I agree, moo is the one to ask about NMM but the advice he gave me is the same. you have too much mid tone and not enough extreme highlighting. You have made a great start  It has taken me ages to get to a decent level of NMM and it really does take loads of practice. 

Your painting is neat and tidy and the only other thing i can really notice is that the paint is a little thick. 

Nice work


----------



## Patapon13 (Apr 26, 2009)

I know but its the best that I can do cause when I was painting I was getting frustrated the the highlites would not blend they would rather dominate when I was painting but the advantages with metal models is that they are easy to stip and start over.


----------



## LTP (Apr 15, 2009)

Patapon13 said:


> I know but its the best that I can do cause when I was painting I was getting frustrated the the highlites would not blend they would rather dominate when I was painting but the advantages with metal models is that they are easy to stip and start over.


Sorry mate i wasnt knocking your efforts i was just suggesting some tips . 

Thats the problem i had it was annoying. Are you blending the colours when they are still wet or doing them over the top?


----------



## Patapon13 (Apr 26, 2009)

I prefer wet blending.


----------



## moo (Aug 12, 2008)

I would actually say that is a good attempt, but i agree with some smoother blending, try wet blending if you prefer it. Some of my NMM is also wetblended with a good finish so definately worth doing. 

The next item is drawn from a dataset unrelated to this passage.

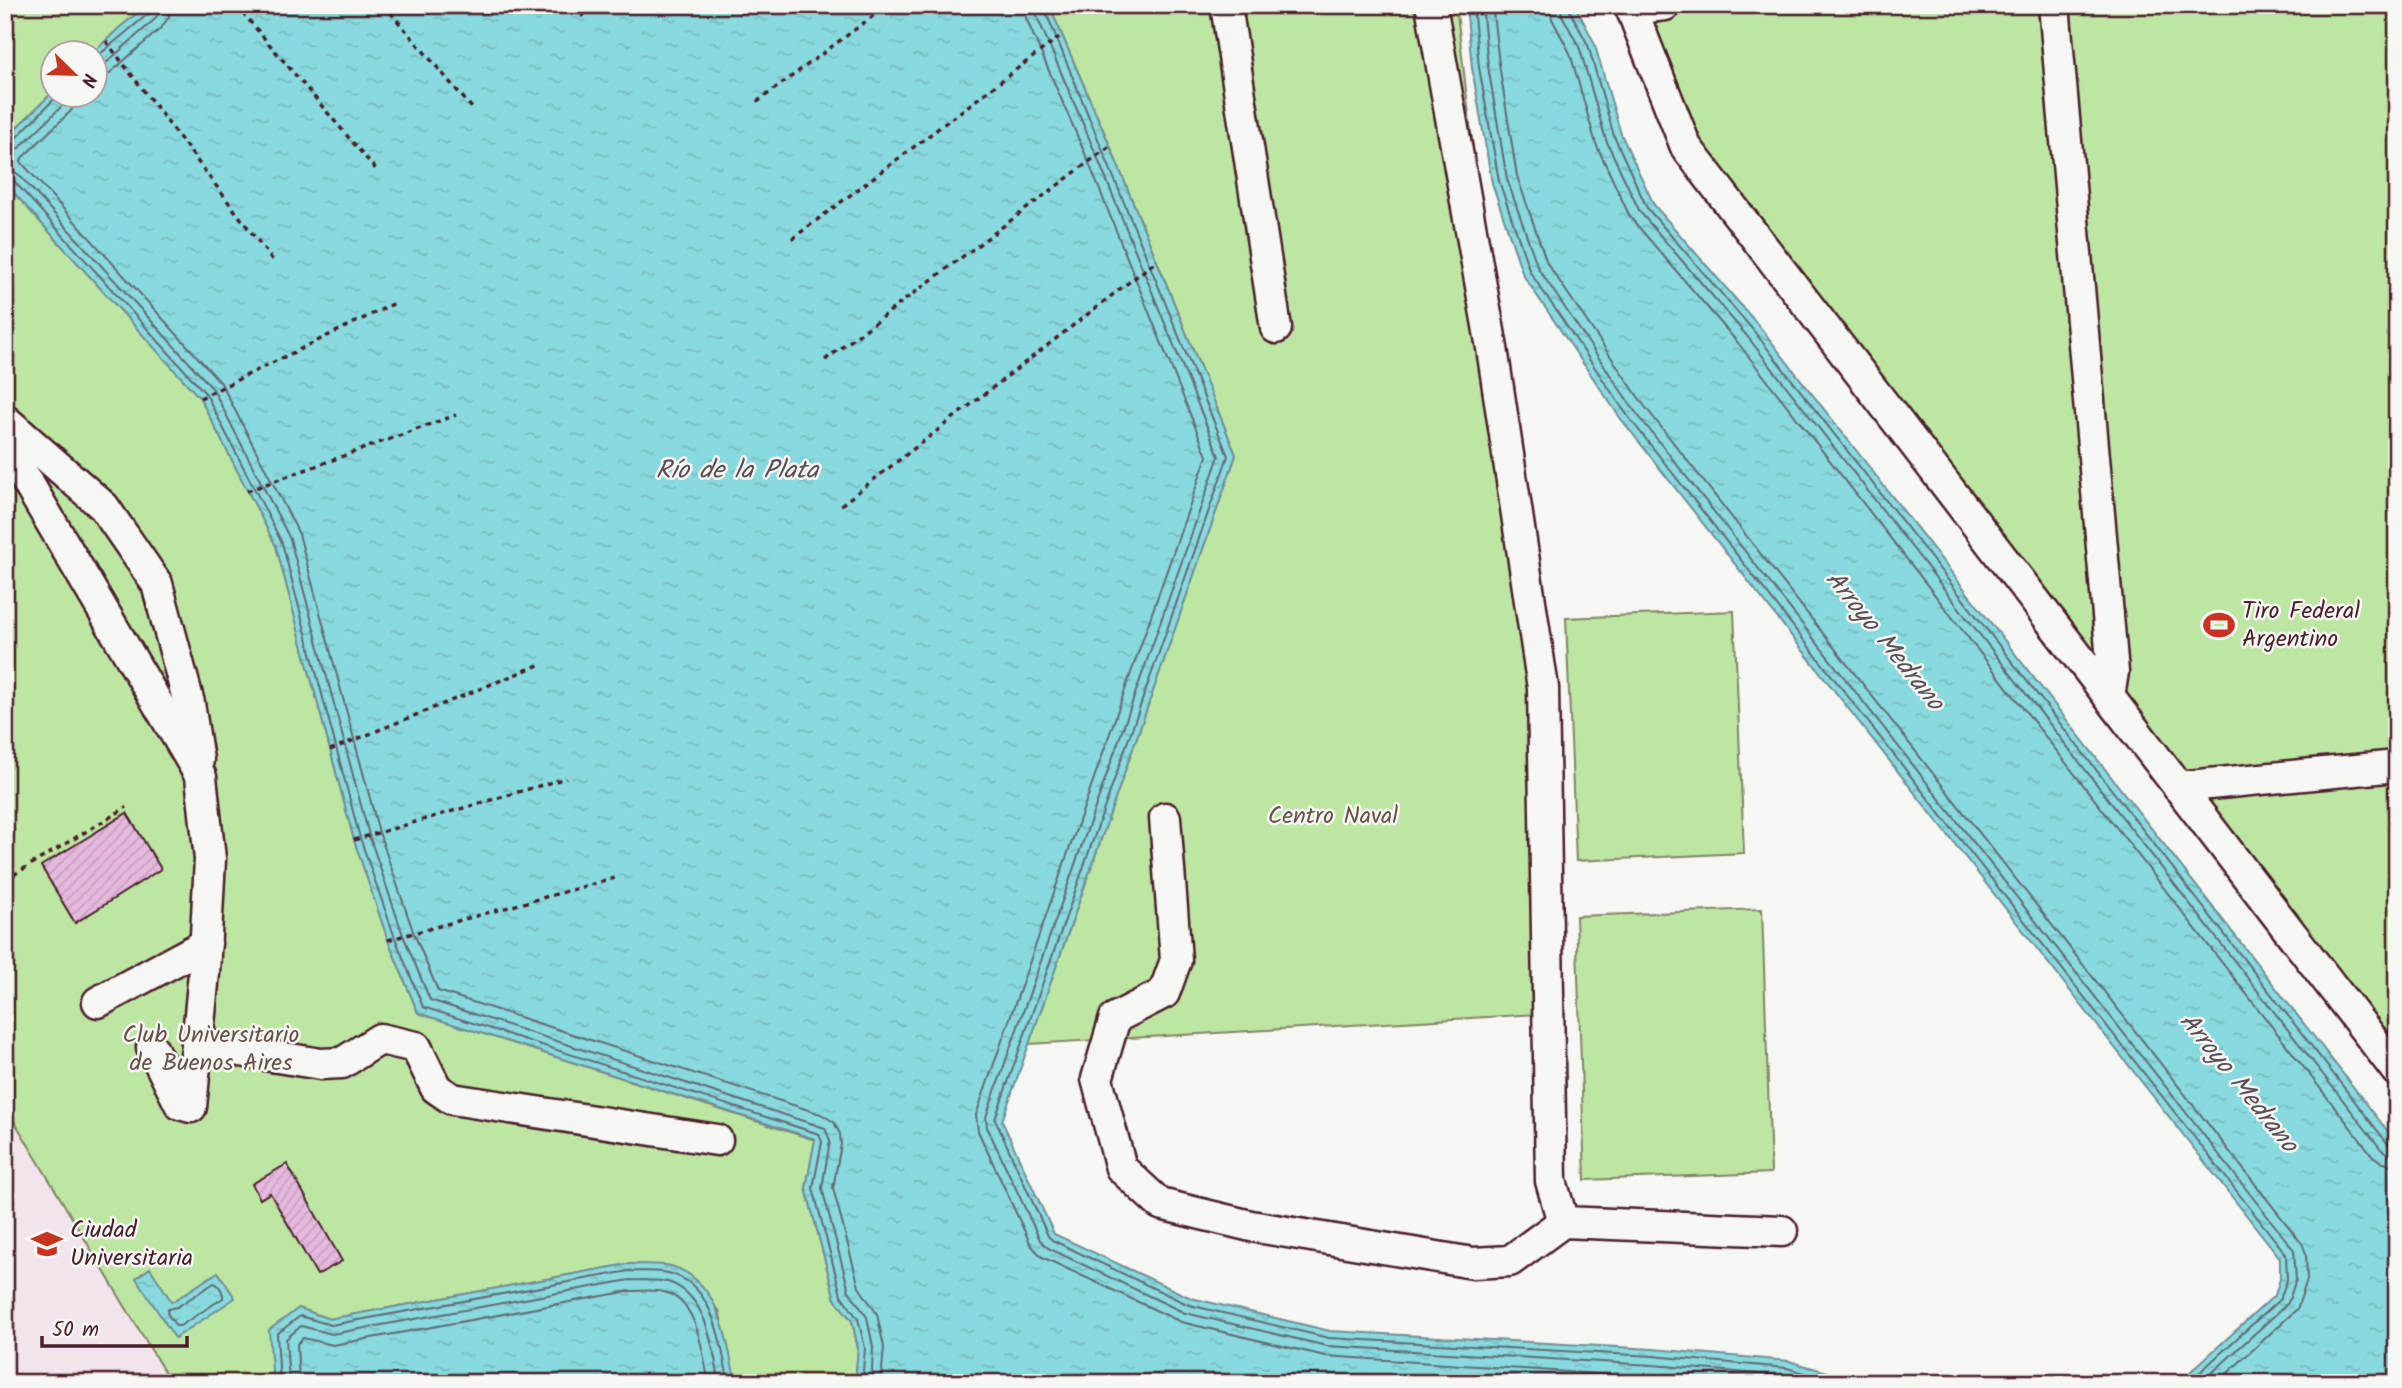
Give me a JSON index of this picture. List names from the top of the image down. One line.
{"water":["Río de la Plata","Arroyo Medrano"],"parks":["Centro Naval","Club Universitario de Buenos Aires"],"places":{"sports":["Tiro Federal Argentino"],"school or university":["Ciudad Universitaria"]},"scale_bar":"50 m","north":"bottom right"}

Technically as LTP has said you have a bit too much base colour and since you've taken it up to white as a highlight, i would actually from the stage you're at, glaze some base colour on to smooth the blends first, then i would actually start to glaze with a darker brown to give you more shading, as i think that is what's lacking with the example you've done. Keep reducing the area glazed with the shade colour until some parts are almost a dark brown black, my own technique usually takes me back to black. 

There are two things to pursue from here, either a highlighting similar to what you've done where the the point where the light hits the object is the brightest or you could possibly try SE-NMM, which at the lightest point draw a darker line parallel to your higlights to show the reflection of the ground and just highlight it up but going down instead. I know this statement sounds a bit strange but, i have spent time looking at real day metal examples and how light reflects off them and trying to figure out how to paint them well. So you will also notice that the upper areas in NMM are usually darker and the highlights are almost backwards but this is then counter-acted by a fine white highlight which depicts the light being picked up at the edge. Perhaps that is something worth looking more into. 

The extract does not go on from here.